SERIE J-7 : le compte à rebours avant le grand divorce ?
En janvier 2013, David Cameron, à la tête du gouvernement, promet aux Britanniques d’organiser un référendum sur la sortie ou le maintien dans l’UE s’il remporte les prochaines élections en 2015. Une promesse faite par calcul politique selon de nombreux observateurs, le Premier ministre voulait alors aller chasser sur les terres de la droite populiste UKIP pour récupérer des voix. Finalement réélu, le référendum est organisé pour le 23 juin 2016, c'est-à-dire dans une semaine jour pour jour. Mais entre temps la situation s'est compliquée pour le chef du gouvernement. Beaucoup d'analystes politiques pensent que, quelque soit le résultat, David Cameron aura du mal à aller au bout de son mandat.

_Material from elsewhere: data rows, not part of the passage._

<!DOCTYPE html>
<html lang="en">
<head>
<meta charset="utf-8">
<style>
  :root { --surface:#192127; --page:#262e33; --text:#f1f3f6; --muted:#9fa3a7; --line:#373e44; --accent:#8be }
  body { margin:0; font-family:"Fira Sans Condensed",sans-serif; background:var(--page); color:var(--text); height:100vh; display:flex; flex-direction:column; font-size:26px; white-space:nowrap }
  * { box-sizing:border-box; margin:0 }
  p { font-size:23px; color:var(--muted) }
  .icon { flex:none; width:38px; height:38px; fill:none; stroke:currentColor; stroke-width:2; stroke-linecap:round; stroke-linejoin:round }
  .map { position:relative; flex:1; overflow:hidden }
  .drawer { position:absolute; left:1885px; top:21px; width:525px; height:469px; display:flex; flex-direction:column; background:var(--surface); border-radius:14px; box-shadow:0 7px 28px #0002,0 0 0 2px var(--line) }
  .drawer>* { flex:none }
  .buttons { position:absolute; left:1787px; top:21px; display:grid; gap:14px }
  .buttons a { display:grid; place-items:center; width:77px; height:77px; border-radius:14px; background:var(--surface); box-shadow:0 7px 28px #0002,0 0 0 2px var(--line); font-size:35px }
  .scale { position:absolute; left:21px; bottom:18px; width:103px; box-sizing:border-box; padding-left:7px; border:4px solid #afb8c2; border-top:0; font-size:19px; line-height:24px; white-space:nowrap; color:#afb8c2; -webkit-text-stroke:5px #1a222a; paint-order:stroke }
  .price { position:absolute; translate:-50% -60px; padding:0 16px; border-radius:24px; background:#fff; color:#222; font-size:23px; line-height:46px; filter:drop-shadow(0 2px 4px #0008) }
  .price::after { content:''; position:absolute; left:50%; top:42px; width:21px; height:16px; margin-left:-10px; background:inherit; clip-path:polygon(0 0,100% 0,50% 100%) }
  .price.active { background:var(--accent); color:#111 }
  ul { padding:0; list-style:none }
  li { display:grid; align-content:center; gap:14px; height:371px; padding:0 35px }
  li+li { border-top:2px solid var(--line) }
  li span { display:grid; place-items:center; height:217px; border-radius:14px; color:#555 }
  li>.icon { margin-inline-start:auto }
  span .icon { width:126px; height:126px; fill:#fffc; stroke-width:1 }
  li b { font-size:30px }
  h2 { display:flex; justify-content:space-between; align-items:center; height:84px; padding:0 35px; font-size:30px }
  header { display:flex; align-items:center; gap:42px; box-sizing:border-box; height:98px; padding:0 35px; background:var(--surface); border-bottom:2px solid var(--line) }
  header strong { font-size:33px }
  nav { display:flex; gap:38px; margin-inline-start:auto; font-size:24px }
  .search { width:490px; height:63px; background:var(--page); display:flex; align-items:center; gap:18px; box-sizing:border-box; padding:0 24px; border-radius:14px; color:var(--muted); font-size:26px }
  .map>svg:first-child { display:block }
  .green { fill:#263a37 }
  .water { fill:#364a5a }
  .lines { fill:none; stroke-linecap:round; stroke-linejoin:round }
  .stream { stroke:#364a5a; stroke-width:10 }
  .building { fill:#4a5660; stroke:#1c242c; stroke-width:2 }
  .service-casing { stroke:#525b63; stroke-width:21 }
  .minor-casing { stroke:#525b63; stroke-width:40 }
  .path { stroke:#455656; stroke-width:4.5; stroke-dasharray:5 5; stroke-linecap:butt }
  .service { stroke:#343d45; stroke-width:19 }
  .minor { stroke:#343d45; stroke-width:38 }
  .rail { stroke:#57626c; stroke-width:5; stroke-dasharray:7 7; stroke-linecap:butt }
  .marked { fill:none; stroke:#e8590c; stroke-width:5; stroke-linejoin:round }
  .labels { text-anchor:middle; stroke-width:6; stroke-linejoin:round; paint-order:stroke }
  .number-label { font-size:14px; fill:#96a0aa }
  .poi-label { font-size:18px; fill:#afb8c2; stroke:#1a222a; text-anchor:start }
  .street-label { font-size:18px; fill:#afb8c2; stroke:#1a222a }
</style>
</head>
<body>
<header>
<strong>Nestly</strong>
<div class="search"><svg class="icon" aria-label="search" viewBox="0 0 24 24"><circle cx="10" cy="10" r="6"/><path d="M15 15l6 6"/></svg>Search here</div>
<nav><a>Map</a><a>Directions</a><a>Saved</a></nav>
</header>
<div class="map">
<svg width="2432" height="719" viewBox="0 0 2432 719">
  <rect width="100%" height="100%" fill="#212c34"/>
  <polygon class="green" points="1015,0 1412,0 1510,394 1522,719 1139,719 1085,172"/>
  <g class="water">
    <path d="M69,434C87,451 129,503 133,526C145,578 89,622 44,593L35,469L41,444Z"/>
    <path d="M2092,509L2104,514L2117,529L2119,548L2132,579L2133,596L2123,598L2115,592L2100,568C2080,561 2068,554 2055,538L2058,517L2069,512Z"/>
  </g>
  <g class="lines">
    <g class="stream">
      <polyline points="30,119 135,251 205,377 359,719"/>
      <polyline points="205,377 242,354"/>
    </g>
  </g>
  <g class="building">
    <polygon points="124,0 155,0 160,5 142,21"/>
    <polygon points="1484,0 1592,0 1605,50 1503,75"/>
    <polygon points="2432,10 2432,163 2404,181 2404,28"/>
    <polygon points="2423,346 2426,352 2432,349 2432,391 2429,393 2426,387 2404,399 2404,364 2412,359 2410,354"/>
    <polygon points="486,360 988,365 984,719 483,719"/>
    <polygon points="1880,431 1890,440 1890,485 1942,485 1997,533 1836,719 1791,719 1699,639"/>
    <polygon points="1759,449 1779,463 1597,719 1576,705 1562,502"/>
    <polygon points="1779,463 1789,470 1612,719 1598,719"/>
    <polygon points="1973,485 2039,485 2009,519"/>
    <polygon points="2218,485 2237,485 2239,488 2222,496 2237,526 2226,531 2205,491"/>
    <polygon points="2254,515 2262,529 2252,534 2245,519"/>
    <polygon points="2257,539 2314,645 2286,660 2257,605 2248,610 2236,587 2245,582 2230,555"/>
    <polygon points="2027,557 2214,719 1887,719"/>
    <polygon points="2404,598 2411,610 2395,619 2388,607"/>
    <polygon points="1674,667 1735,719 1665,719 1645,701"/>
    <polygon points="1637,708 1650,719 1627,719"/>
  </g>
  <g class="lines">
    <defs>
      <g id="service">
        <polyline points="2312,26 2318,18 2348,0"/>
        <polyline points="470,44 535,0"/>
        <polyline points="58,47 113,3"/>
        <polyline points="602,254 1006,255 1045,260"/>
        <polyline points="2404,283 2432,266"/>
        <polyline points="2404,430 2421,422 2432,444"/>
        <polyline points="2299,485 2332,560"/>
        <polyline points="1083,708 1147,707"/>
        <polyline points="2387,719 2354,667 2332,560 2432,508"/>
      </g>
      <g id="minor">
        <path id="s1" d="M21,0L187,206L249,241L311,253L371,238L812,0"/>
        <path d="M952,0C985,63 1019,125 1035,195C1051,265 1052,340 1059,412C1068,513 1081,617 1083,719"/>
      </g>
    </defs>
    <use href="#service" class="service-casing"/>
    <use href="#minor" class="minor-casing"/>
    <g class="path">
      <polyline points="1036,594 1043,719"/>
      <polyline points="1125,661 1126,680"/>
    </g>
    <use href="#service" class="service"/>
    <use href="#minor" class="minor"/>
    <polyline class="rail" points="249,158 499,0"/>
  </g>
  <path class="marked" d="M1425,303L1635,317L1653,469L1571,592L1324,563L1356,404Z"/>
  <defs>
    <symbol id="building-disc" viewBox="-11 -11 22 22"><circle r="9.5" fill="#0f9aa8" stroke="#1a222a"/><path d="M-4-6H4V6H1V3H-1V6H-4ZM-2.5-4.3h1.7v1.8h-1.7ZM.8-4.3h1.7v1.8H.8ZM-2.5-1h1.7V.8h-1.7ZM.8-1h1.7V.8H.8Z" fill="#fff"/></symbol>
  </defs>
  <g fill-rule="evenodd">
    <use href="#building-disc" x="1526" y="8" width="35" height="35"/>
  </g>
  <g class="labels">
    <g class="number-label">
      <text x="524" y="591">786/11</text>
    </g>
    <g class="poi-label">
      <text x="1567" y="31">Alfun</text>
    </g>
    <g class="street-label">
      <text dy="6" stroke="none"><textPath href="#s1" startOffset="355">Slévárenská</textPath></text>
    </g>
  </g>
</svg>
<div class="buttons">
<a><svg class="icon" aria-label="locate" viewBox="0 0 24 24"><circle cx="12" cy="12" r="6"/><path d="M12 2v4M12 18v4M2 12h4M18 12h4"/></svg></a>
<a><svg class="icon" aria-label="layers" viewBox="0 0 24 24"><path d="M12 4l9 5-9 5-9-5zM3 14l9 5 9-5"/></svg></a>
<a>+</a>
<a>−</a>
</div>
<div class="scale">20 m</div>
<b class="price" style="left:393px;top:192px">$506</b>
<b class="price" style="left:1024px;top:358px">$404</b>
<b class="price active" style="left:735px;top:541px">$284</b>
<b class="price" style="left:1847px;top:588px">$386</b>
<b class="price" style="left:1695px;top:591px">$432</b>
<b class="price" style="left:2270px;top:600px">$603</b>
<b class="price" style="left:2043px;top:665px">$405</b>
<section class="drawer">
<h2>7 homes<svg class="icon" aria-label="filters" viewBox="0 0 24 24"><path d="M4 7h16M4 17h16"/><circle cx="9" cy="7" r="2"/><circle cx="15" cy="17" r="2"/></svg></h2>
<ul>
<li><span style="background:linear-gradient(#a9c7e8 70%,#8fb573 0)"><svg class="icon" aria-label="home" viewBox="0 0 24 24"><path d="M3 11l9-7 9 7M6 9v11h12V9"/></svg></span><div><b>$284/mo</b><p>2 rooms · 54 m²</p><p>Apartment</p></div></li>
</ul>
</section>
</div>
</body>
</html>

Dimanche dernier, le 12 juin 2016, David Cameron était l'invité du programme télévisé The Andrew Marr Show diffusé sur la chaîne BBC One pour s'exprimer au sujet du Brexit. Lorsque le présentateur a commencé à questionner son invité sur ses intentions pour gérer le gouvernement en cas de passage du Brexit, le Premier Ministre s'est empressé de lui couper la parole pour faire ses propres questions-réponses : "Si nous votons pour la sortie du pays est-ce que nous appliquerons réellement cette instruction ? Oui. Est-ce que je conserverais mon poste en tant que Premier Ministre ? Oui. Est-ce que je formerais un gouvernement qui inclura tous les talents du Parti Conservateur ? Oui."
Le Premier ministre a assuré devant le présentateur Andrew Marr qu'il ne démissionnera pas, en revanche, il a laissé sous-entendre qu'en cas de passage du Brexit il modifiera l'organisation de son gouvernement de manière à accorder plus de pouvoir aux conservateurs pro-Brexit.
Si officiellement les conséquences politiques ne semblent pas être le coeur du problème pour le Premier Ministre, à l'inverse, nombreux sont ceux qui, au sein du parti conservateur et chez les observateurs politiques, s'inquiètent de la profonde division entre les "Tories".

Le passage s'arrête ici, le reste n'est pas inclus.